**PROBLEM TO SOLVE**: With the line containing "Give bounding boxes" as the starting point, write out each line exactly through the final line of the listing, both ends included.

**INPUT DATA**:
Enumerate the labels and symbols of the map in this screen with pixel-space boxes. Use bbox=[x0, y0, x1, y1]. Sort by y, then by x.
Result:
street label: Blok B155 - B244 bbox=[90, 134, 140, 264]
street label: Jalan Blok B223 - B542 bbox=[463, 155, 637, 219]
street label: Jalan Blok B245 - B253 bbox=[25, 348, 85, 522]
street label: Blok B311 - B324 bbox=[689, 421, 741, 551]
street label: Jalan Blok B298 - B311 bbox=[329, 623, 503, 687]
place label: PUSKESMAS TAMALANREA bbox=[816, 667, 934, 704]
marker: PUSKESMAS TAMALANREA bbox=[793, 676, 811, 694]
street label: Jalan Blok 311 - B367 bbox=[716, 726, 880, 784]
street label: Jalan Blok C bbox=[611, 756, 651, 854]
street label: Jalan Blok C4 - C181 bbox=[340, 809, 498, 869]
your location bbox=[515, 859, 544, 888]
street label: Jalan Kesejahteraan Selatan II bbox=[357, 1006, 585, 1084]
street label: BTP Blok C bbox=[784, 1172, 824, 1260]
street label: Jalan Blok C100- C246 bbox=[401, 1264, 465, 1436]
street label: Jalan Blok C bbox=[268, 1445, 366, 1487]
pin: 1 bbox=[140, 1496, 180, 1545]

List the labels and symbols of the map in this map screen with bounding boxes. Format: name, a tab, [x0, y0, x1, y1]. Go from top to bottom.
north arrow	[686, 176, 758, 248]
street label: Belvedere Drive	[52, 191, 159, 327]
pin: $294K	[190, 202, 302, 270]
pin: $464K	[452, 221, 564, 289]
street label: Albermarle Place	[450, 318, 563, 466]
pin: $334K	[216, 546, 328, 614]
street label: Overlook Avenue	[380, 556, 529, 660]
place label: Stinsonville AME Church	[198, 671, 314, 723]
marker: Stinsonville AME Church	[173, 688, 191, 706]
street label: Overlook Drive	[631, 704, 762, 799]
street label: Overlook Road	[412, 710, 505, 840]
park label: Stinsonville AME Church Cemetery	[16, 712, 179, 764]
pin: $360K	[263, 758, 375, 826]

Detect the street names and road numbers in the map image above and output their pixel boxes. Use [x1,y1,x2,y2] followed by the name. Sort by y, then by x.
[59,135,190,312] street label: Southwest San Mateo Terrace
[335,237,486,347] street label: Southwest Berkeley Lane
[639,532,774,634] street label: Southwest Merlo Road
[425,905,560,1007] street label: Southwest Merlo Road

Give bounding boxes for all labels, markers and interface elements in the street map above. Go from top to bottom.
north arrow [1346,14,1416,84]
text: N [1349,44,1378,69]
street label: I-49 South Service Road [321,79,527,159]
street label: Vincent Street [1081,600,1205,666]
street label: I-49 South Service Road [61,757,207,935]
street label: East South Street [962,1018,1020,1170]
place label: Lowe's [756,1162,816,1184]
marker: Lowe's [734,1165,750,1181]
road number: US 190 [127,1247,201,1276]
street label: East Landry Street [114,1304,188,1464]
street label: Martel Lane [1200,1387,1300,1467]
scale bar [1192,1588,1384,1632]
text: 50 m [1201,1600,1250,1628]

**SOLUTION TO THE PROBLEM**:
Give bounding boxes for all labels, markers and interface elements in the street map above. Go from top to bottom.
north arrow [1346,14,1416,84]
text: N [1349,44,1378,69]
street label: I-49 South Service Road [321,79,527,159]
street label: Vincent Street [1081,600,1205,666]
street label: I-49 South Service Road [61,757,207,935]
street label: East South Street [962,1018,1020,1170]
place label: Lowe's [756,1162,816,1184]
marker: Lowe's [734,1165,750,1181]
road number: US 190 [127,1247,201,1276]
street label: East Landry Street [114,1304,188,1464]
street label: Martel Lane [1200,1387,1300,1467]
scale bar [1192,1588,1384,1632]
text: 50 m [1201,1600,1250,1628]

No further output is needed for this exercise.